Düsseldorf Bienen: Dürfen Honiggläser nur gespült ins Altglas?
Plötzlich pappt der ganz offenbar selbstgebastelte Warnaufkleber da: „Bitte werfen Sie keine ungespülten Honiggläser in den Glascontainer!“ steht in Großbuchstaben zwischen zwei flirrenden Biene Maja-Figuren. Denn in Honigresten könne die „bösartige amerikanische Faulbrut“ stecken.
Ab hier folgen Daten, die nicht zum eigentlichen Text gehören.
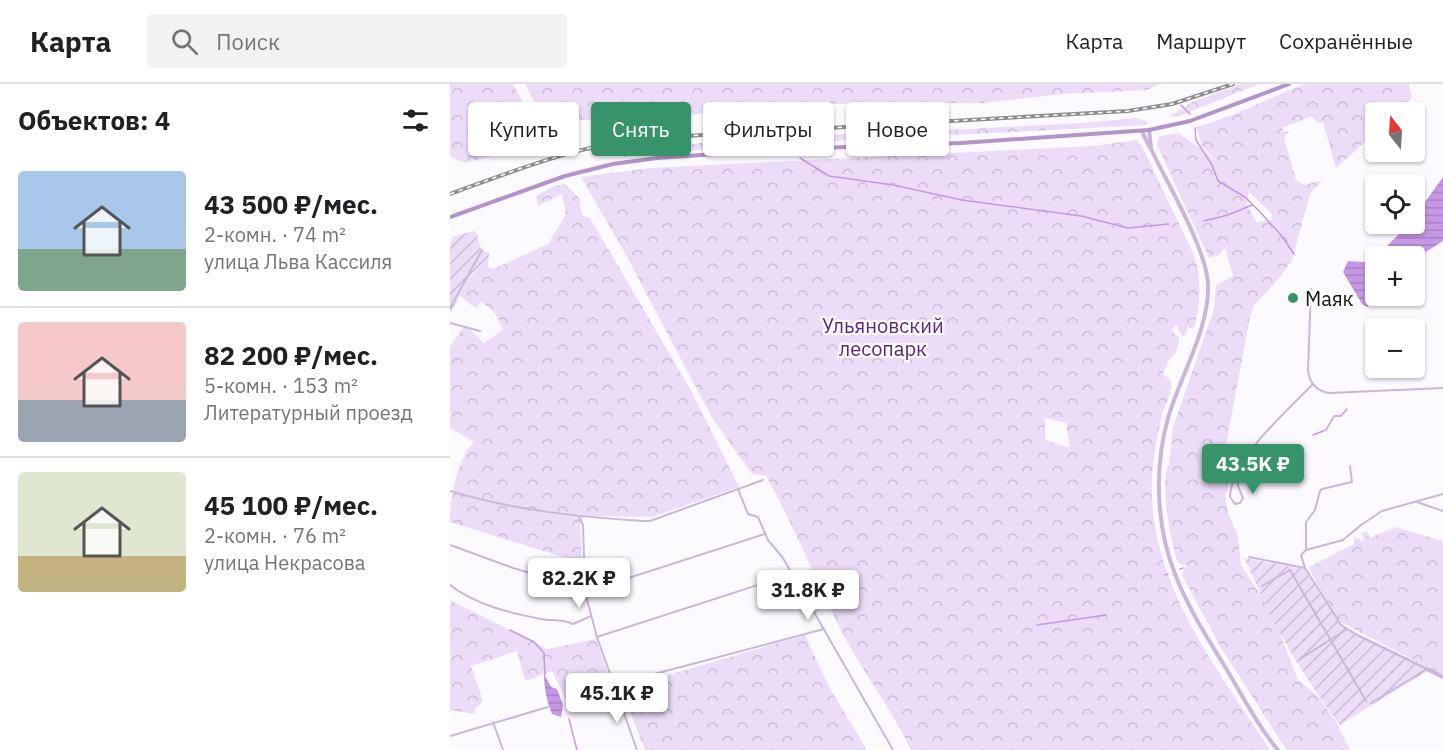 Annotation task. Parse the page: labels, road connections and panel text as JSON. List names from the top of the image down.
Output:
{
  "parks": ["Ульяновский лесопарк"],
  "places": ["Маяк"],
  "north": "top",
  "page": {
    "header": "Карта",
    "search": "Поиск",
    "nav": ["Карта", "Маршрут", "Сохранённые"],
    "heading": "Объектов: 4",
    "map_buttons": ["+", "−"],
    "chip": [
      "Купить",
      "Снять",
      "Фильтры",
      "Новое"
    ],
    "list": [
      {
        "name": "43 500 ₽/мес.",
        "note": "2-комн. · 74 m² · улица Льва Кассиля"
      },
      {
        "name": "82 200 ₽/мес.",
        "note": "5-комн. · 153 m² · Литературный проезд"
      },
      {
        "name": "45 100 ₽/мес.",
        "note": "2-комн. · 76 m² · улица Некрасова"
      }
    ],
    "price": [
      "43.5K ₽",
      "82.2K ₽",
      "31.8K ₽",
      "45.1K ₽"
    ]
  }
} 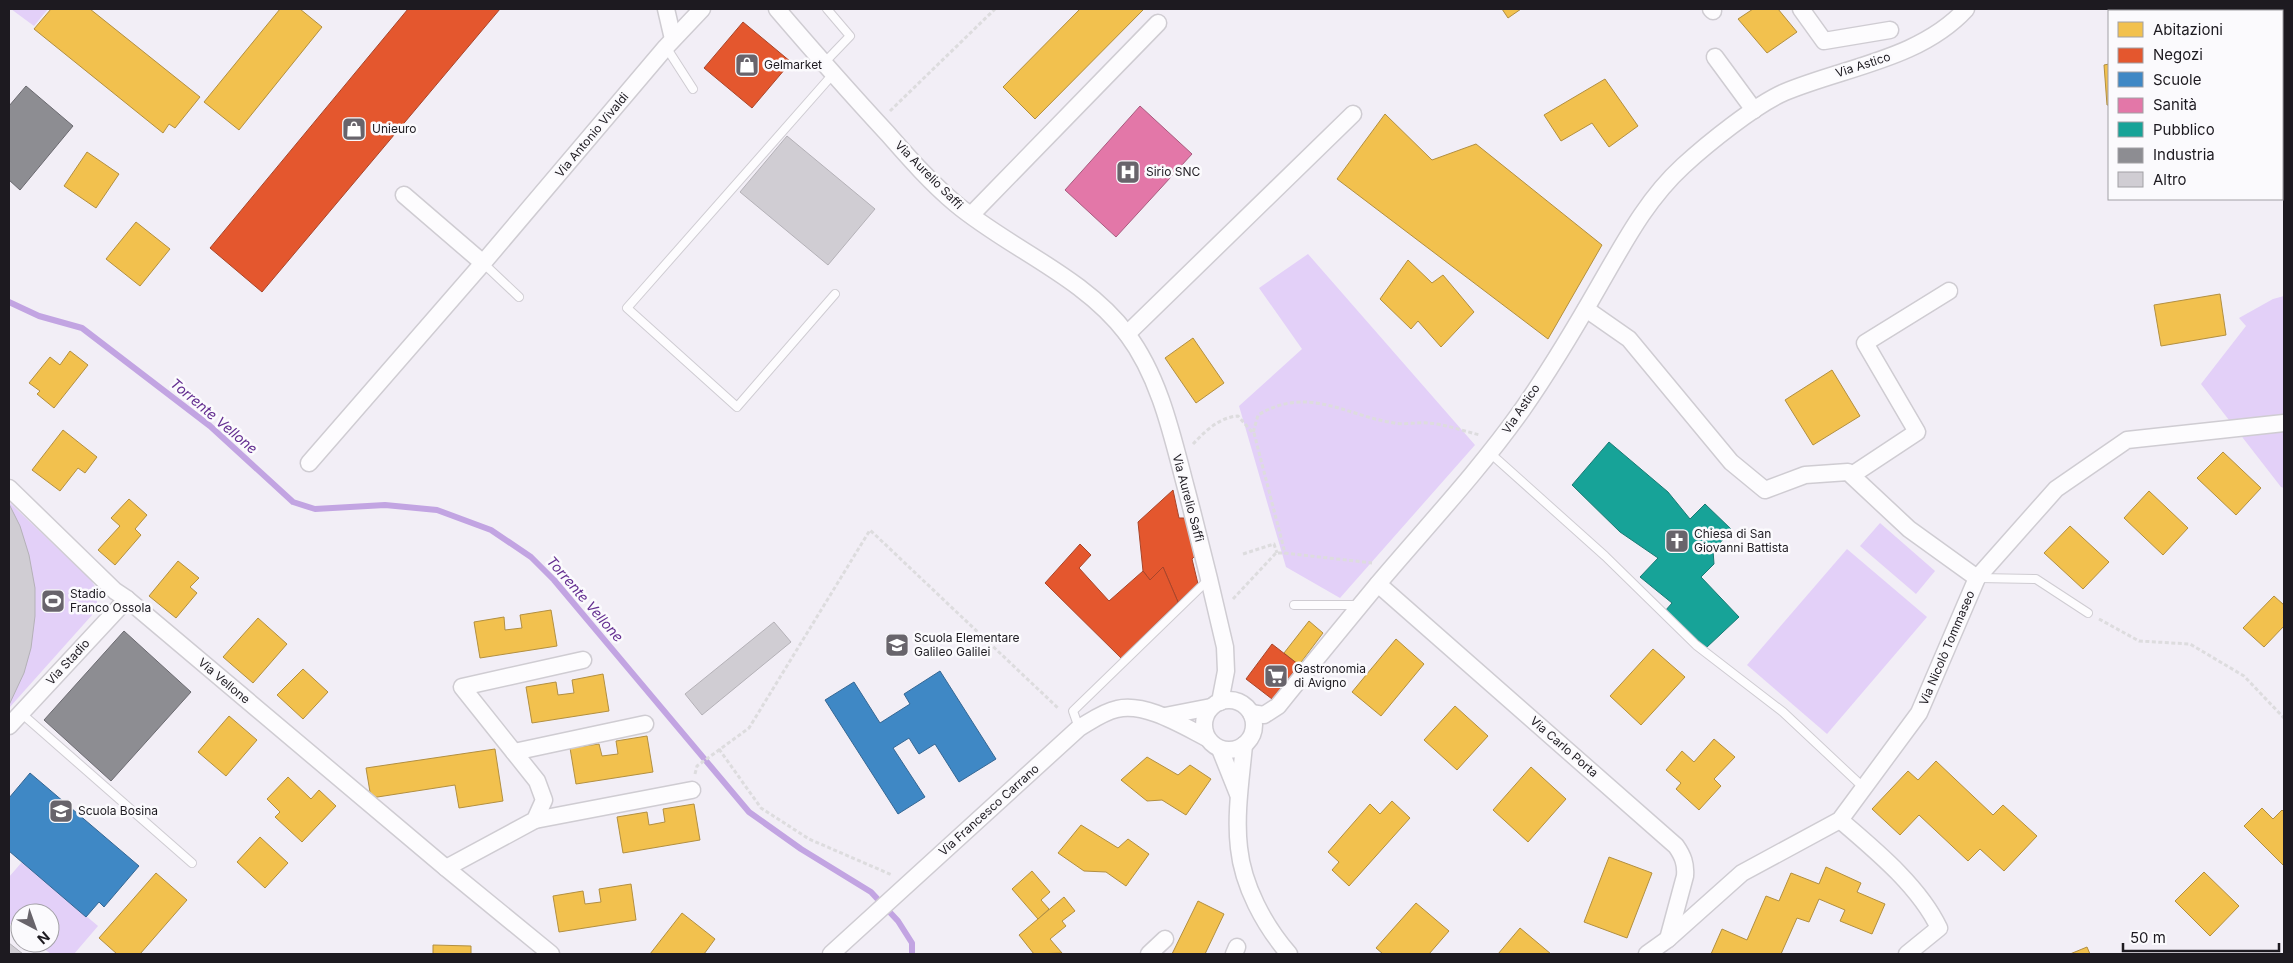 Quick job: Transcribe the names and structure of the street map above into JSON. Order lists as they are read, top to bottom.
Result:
{
  "streets": {
    "street": [
      "Via Astico",
      "Via Antonio Vivaldi",
      "Via Aurelio Saffi",
      "Via Nicolò Tommaseo",
      "Via Stadio",
      "Via Vellone",
      "Via Carlo Porta",
      "Via Francesco Carrano"
    ]
  },
  "crossings": [
    ["Via Astico", "Via Aurelio Saffi"],
    ["Via Astico", "Via Carlo Porta"],
    ["Via Astico", "Via Francesco Carrano"],
    ["Via Aurelio Saffi", "Via Francesco Carrano"],
    ["Via Nicolò Tommaseo", "Via Carlo Porta"],
    ["Via Stadio", "Via Vellone"]
  ],
  "water": ["Torrente Vellone"],
  "places": {
    "shop": ["Gelmarket", "Unieuro"],
    "hospital": ["Sirio SNC"],
    "church": ["Chiesa di San Giovanni Battista"],
    "sports": ["Stadio Franco Ossola"],
    "school or university": ["Scuola Elementare Galileo Galilei", "Scuola Bosina"],
    "supermarket": ["Gastronomia di Avigno"]
  },
  "legend": [
    "Abitazioni",
    "Negozi",
    "Scuole",
    "Sanità",
    "Pubblico",
    "Industria",
    "Altro"
  ],
  "scale_bar": "50 m",
  "north": "bottom right"
}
Außer dem unbestimmten „Ihre heimischen Imker“ trägt die Warnung keinen Absender. Wenig später stellt das in einem Düsseldorfer Rechtsanwaltsbüro residierende „Rheinische Stifterforum“ einen ähnlichen Warnzettel zur Verfügung: „Bitte ausdrucken und in Schutzfolie an ihren Altglas-Container …heften“ Eine Düsseldorfer Tageszeitung meldet den neuen Bienen-Hype. Alles summt – niemand erklärt was.
Die „Amerikanische Faulbrut“ ist eine meldepflichtige Tierseuche, auch „Bienenpest“ genannt. Für Menschen ist sie harmlos, für Bienenvölker tödlich. Gäbe es die Seuche in Düsseldorf – müsste sie dem städtischen Veterinäramt angezeigt werden. Dort erklärt man auf Nachfrage von report-D: „Derzeit gibt es keine Fälle in Düsseldorf“. „Im Augenblick fliegen auch gar keine Bienen, denn unter zehn Grad bleiben die Tiere in ihrem Bienenstock“, ergänzt Gino Collica, erster Vorsitzender des Düsseldorfer Bienenzuchtvereins.
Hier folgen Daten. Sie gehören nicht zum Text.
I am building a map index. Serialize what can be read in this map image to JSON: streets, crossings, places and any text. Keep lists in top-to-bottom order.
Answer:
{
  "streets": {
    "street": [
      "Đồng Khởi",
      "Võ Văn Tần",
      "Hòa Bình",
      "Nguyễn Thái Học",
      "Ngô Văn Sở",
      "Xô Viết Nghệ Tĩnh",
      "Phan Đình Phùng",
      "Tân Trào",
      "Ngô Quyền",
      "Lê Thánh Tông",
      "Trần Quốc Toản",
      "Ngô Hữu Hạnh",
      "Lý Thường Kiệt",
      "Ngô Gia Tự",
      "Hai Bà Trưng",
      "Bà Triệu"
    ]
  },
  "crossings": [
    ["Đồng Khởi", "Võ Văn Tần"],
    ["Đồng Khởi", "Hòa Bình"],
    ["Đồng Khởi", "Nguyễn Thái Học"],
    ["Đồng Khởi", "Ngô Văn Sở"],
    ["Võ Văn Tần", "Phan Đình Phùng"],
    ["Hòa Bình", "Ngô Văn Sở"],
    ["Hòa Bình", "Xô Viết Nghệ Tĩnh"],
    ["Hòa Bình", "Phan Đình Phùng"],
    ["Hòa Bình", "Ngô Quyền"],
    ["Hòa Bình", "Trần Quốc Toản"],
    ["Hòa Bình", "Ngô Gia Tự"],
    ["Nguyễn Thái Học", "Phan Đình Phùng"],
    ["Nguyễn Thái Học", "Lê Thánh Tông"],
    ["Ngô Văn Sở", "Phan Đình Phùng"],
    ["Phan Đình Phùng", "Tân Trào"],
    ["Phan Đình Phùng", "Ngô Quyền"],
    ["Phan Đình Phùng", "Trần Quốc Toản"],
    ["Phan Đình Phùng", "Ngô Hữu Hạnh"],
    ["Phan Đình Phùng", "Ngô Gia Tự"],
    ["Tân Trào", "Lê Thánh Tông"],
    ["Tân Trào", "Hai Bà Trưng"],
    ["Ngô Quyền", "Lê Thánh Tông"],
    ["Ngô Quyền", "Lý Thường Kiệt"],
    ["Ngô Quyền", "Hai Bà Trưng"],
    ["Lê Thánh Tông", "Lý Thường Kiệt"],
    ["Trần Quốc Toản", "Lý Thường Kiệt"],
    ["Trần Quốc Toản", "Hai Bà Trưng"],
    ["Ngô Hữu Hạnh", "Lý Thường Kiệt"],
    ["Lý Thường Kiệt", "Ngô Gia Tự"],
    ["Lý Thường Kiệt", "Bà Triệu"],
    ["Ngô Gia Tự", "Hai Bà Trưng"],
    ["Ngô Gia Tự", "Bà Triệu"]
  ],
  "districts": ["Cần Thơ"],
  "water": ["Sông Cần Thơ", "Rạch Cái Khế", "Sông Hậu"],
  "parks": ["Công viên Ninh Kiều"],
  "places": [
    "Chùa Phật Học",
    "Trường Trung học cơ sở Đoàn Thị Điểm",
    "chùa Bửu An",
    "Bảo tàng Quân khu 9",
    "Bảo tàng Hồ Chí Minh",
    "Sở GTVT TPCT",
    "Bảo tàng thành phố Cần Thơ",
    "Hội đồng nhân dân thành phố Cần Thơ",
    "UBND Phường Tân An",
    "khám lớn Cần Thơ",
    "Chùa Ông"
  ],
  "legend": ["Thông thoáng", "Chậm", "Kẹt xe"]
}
Düsseldorf gibt es 1100 Bienenvölker, in NRW 77.000 und in ganz Deutschland 750.000.
Also eine Warnung auf Vorrat, gewissermaßen. Wir recherchieren weiter. Die „Amerikanische“ Faulbrut gibt es überall; sie wurde nur so genannt, weil sie zuerst in Amerika entdeckt wurde. Bei Leichlingen, bei Solingen, bei Witzhelden gab es bereits amtstierärztlich angeordnete Sperrgebiete – für Imker. Sobald die Bienenpest grassiert, darf kein Bienenvolk raus und keins rein – in solch einen Sperrbezirk. Der gilt für mindestens 30 Tage und erfasst einen Umkreis von drei Kilometern.
Wir schrumpfen uns auf mikroskopische Größe und stehen vor der „Amerikanischen Faulbrut“, die nicht aus Amerika kommt. Wir stehen vor Sporen. Davon muss eine Biene bei der Honigsuche jede Menge aufnehmen, damit es zum Ausbruch der Seuche kommt. Gesunde Bienenstöcke haben die Fähigkeit zur Selbstreinigung.
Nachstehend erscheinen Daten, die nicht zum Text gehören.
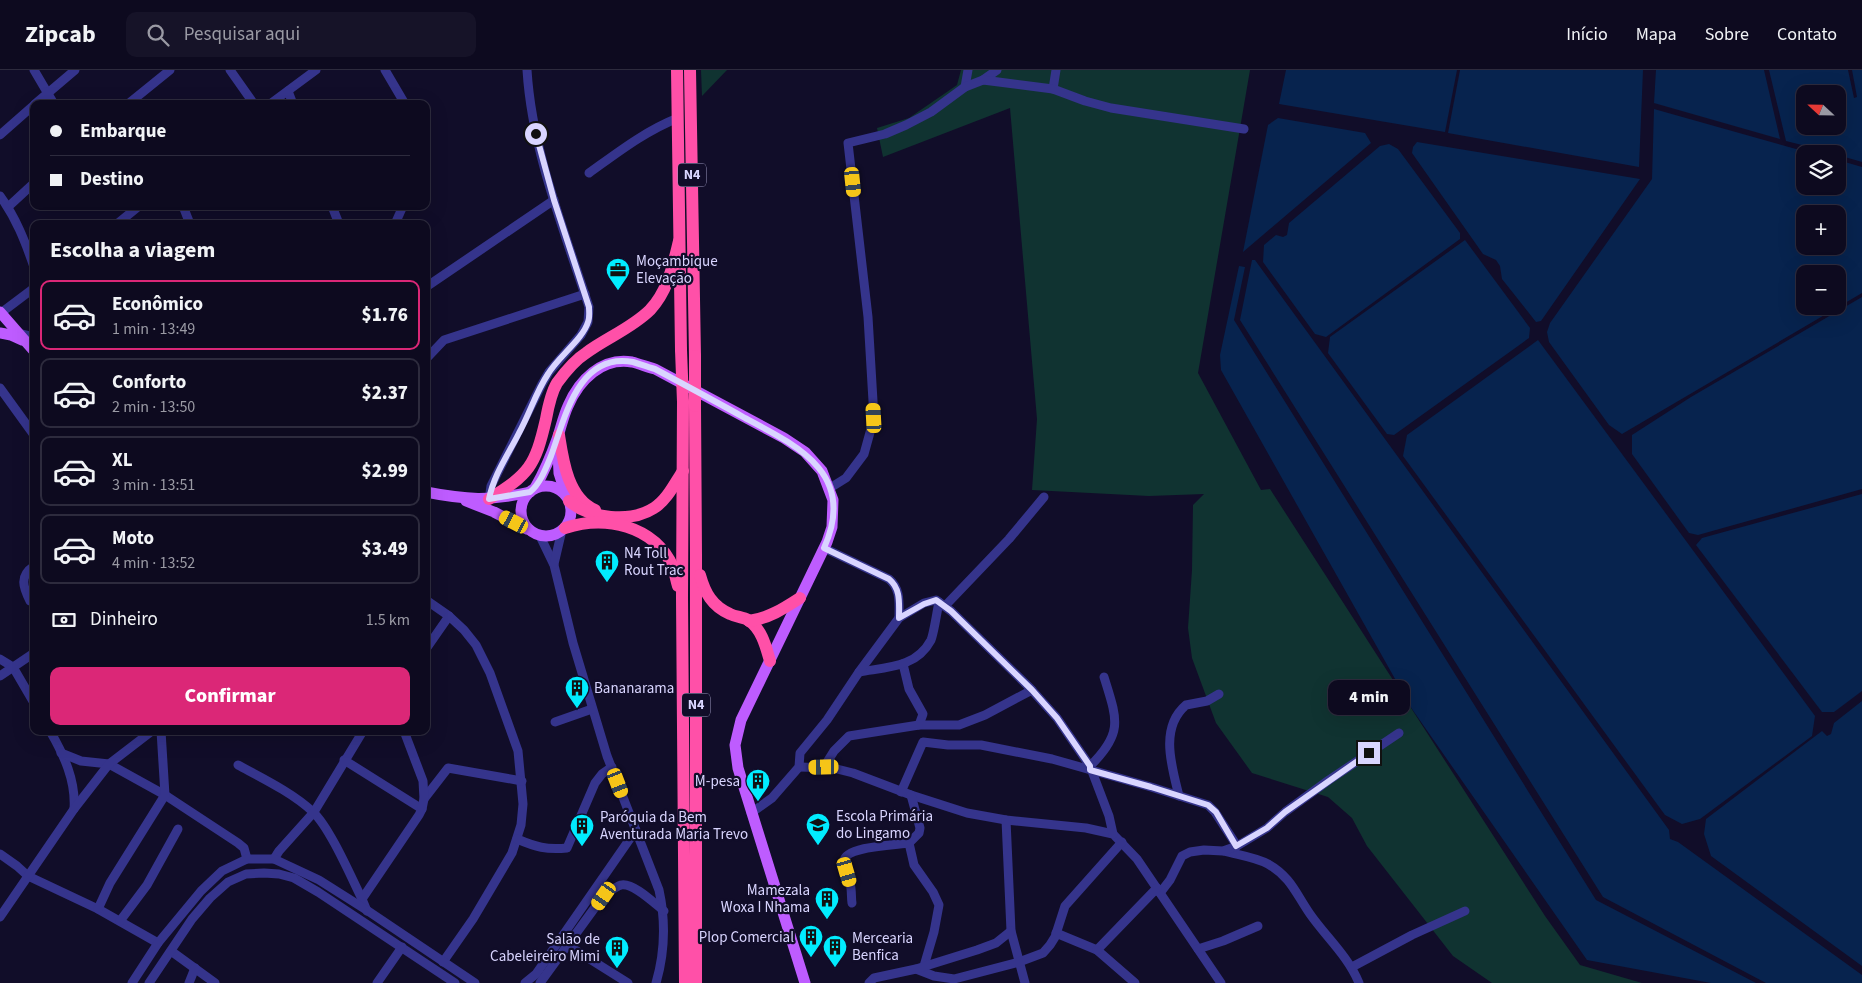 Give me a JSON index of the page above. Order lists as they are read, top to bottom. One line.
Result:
{"streets":{"highway":["N4"]},"places":{"office":["Moçambique Elevação"],"building":["N4 Toll Rout Trac","Bananarama","M-pesa","Paróquia da Bem Aventurada Maria Trevo","Mamezala Woxa I Nhama","Plop Comercial","Mercearia Benfica","Salão de Cabeleireiro Mimi"],"school or university":["Escola Primária do Lingamo"]},"north":"left","page":{"header":"Zipcab","search":"Pesquisar aqui","nav":["Início","Mapa","Sobre","Contato"],"map_buttons":["+","−"],"banner":["Embarque","Destino"],"heading":"Escolha a viagem","list":[{"name":"Econômico","note":"1 min · 13:49","value":"$1.76"},{"name":"Conforto","note":"2 min · 13:50","value":"$2.37"},{"name":"XL","note":"3 min · 13:51","value":"$2.99"},{"name":"Moto","note":"4 min · 13:52","value":"$3.49"}],"pay":["Dinheiro","1.5 km"],"buttons":"Confirmar","bubble":"4 min"}}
Sporen mutieren zu Bakterien
Schematisch geht die Seuche so: Sporen verunreinigen die Nahrung für die Bienenlarven, Sporen werden so an die Bienenlarven verfüttert und verwandeln sich im Tier in bösartige Bakterien, die die Larve von innen her zersetzen und in gelben Schleim verwandeln. „Dabei können die Larven regelrecht explodieren“, sagt Gino Collica. Zurück bleibt der mit bis zu 2,5 Milliarden Sporen vergiftete Schleim, über den sich die Faulbrut nach und nach ausbreitet.
Summen, schweben, sammeln – ein Bienen-Leben lang.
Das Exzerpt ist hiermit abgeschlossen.